Strange as it may seem, the Sixteenth Amendment (which gave the American people the affliction of confiscatory income taxes) was never supposed to have passed. It was introduced by the Republicans as part of a political scheme to trick the Democrats, but it backfired.

Here's the story.

The Founding Fathers had rejected income taxes (or any other direct taxes) unless they were apportioned to each state according to population. Nevertheless, an income tax was levied during the Civil War and upheld by the Supreme Court on the somewhat tenuous reasoning. When another income tax was enacted in 1893, the Supreme Court found it unconstitutional. In connection with the two Pollock case reviewed in 1895, the Court declared that the act violated Article I, section 9 of the Constitution.
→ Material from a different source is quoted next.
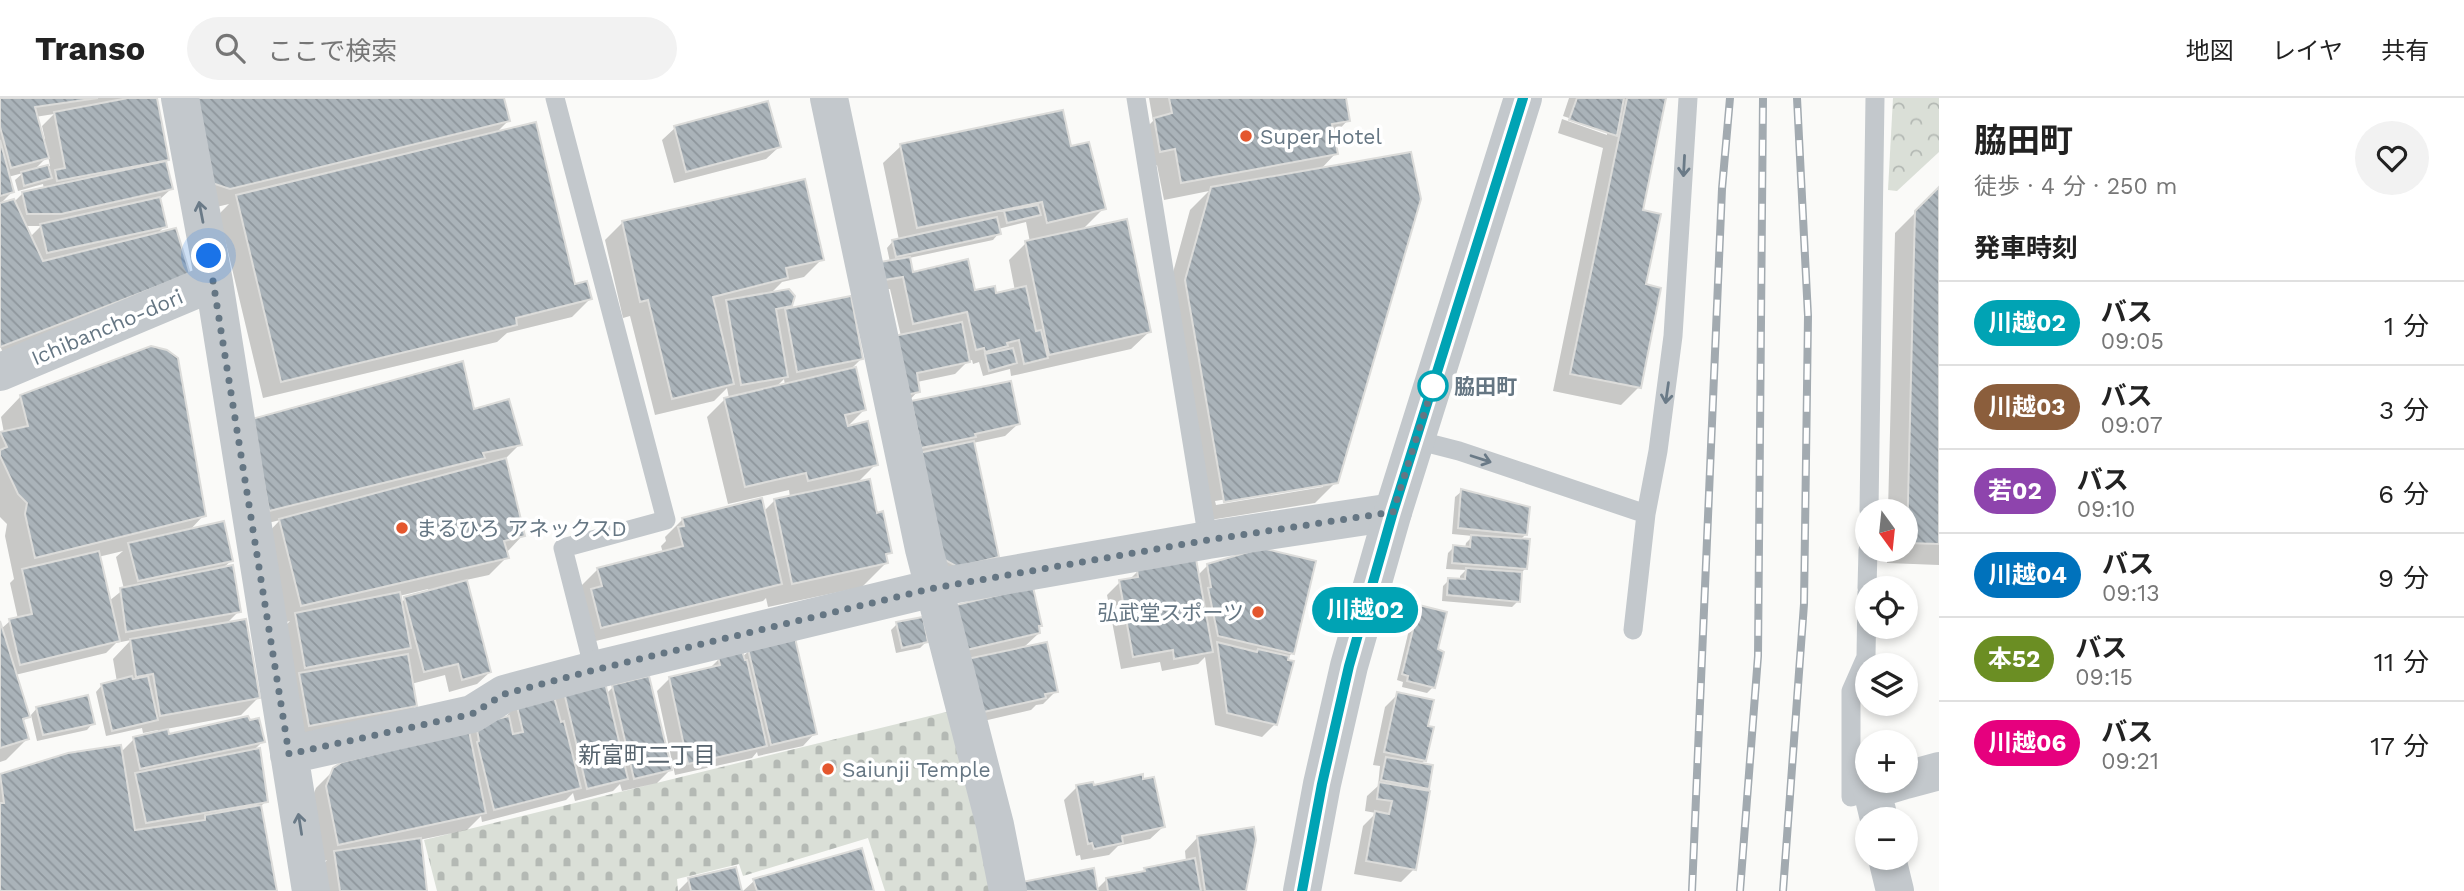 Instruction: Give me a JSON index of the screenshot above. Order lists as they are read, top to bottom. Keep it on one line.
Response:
{"streets":{"street":["Ichibancho-dori"]},"districts":["新富町二丁目"],"places":["Super Hotel","脇田町","まるひろ アネックスD","弘武堂スポーツ","Saiunji Temple"],"lines":["bus line 川越02"],"north":"bottom","page":{"header":"Transo","search":"ここで検索","nav":["地図","レイヤ","共有"],"on_map":"川越02","heading":[["脇田町","徒歩 · 4 分 · 250 m"],"発車時刻"],"list":[{"mark":"川越02","name":"バス","note":"09:05","value":"1 分"},{"mark":"川越03","name":"バス","note":"09:07","value":"3 分"},{"mark":"若02","name":"バス","note":"09:10","value":"6 分"},{"mark":"川越04","name":"バス","note":"09:13","value":"9 分"},{"mark":"本52","name":"バス","note":"09:15","value":"11 分"},{"mark":"川越06","name":"バス","note":"09:21","value":"17 分"}],"map_buttons":["+","−"]}} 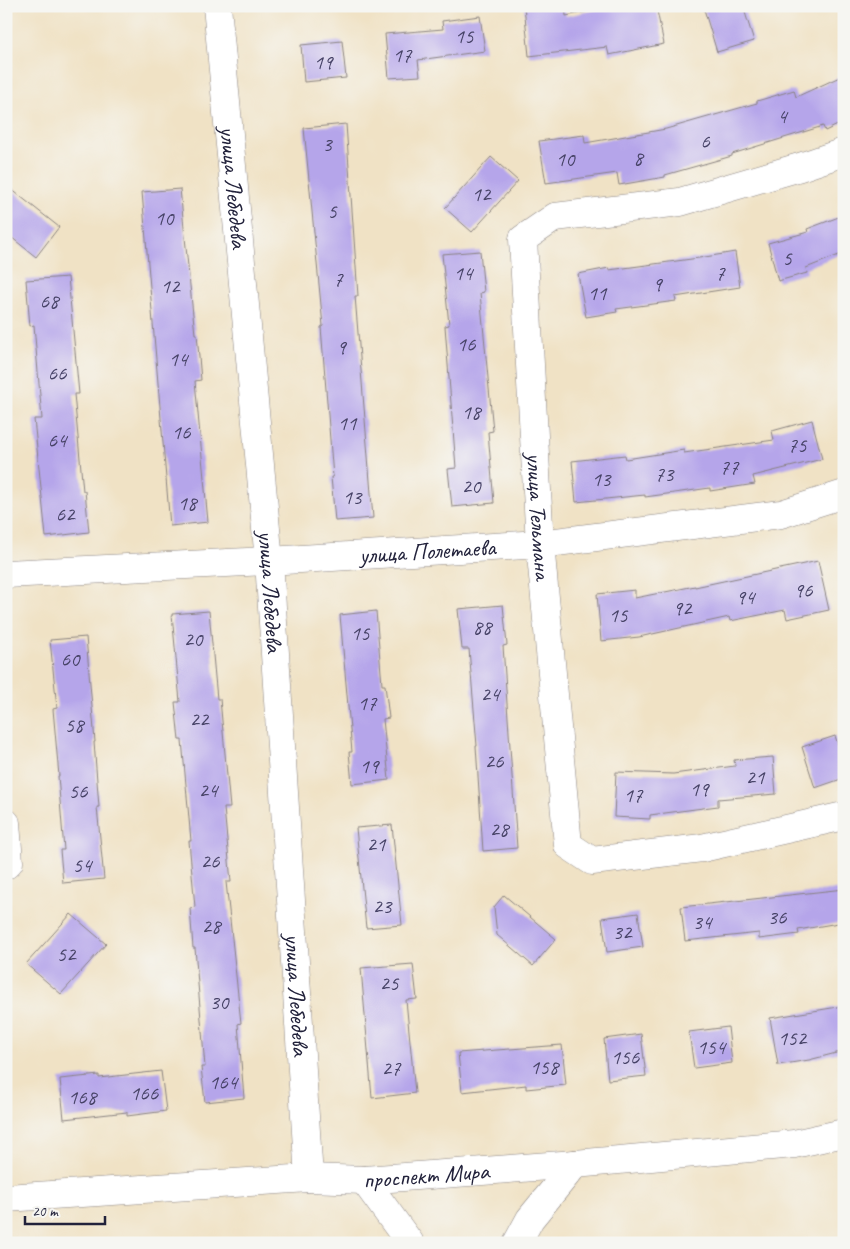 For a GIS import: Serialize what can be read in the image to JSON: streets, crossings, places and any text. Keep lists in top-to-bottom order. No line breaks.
{"streets":{"street":["улица Лебедева","улица Тельмана","улица Полетаева","проспект Мира"]},"crossings":[["улица Лебедева","улица Полетаева"],["улица Лебедева","проспект Мира"],["улица Тельмана","улица Полетаева"]],"house_numbers":["15","17","19","4","6","3","8","10","12","5","10","5","14","7","7","9","12","11","68","16","9","14","66","18","11","16","64","75","77","73","13","20","13","18","62","96","94","92","15","88","15","20","60","24","17","22","58","26","19","21","19","24","56","17","28","21","26","54","23","36","34","28","32","52","25","30","152","154","156","158","27","164","166","168"],"scale_bar":"20 m"} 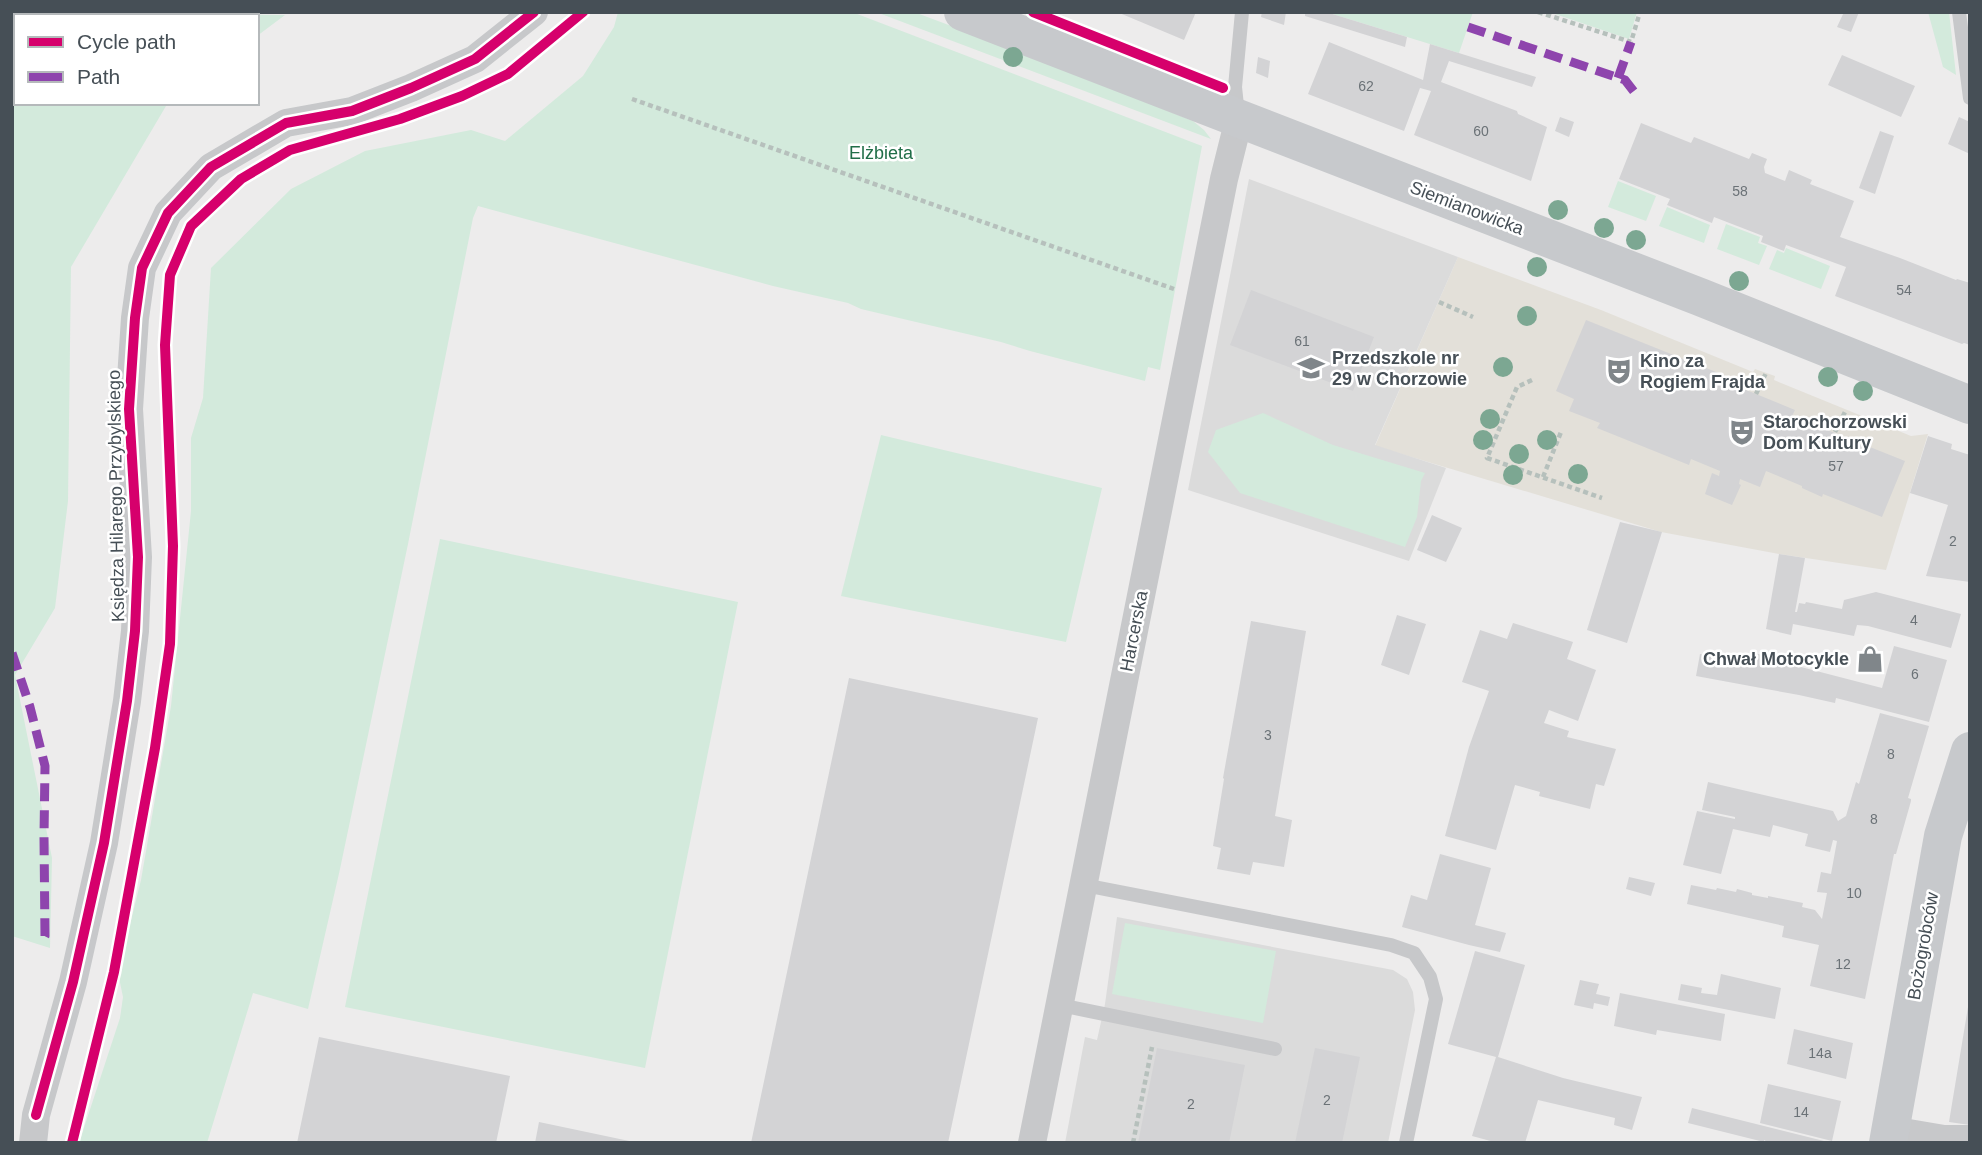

During the following decade, however, the complexion of the Court changed somewhat, and so did public sentiment. There was great social unrest and the idea of a tax to "soak the rich" began to take root among liberals in both major parties. Several times the Democrats introduced bills to provide a tax on higher incomes but each time the conservative branch of the Republican party killed it in the Senate. The Democrats used this as evidence that the Republicans were the "party of the rich" and should be thrown out of power, forcing President William Howard Taft to acknowledge in political speeches that income taxes might be all right "in principle", but it was well known among close associates that he was strongly opposed to such a tax.

The Bailey Bill
In April 1909, Senator Joseph W. Bailey, a conservative Democrat from Texas who was also opposed to income taxes, decided to further embarrass the Republicans by forcing them to openly oppose an income tax bill similar to those which had been introduced in the past. He introduced his bill expecting it to get the usual opposition. However, to his amazement, Teddy Roosevelt and a growing element of liberals in the Republican party came out in favor of the bill and it looked as though it was going to pass.

Not only was Bailey surprised, but Senator Nelson W. Aldrich of Rhode Island, the Republican floor leader, frantically met with Senator Henry Cabot Lodge of Massachusetts and President Taft to work out a strategy to demolish the Bailey tax bill. Their own party was split too widely to permit a direct confrontation, so the strategy was to pull a political end run. They announced that they favored an income tax but only if it were an amendment to the Constitution. Within their own circle, they discussed how it might get approval of the House and the Senate, but they were quite certain that it could be defeated in the more conservative states-three-fourths of which were required in order to ratify the amendment.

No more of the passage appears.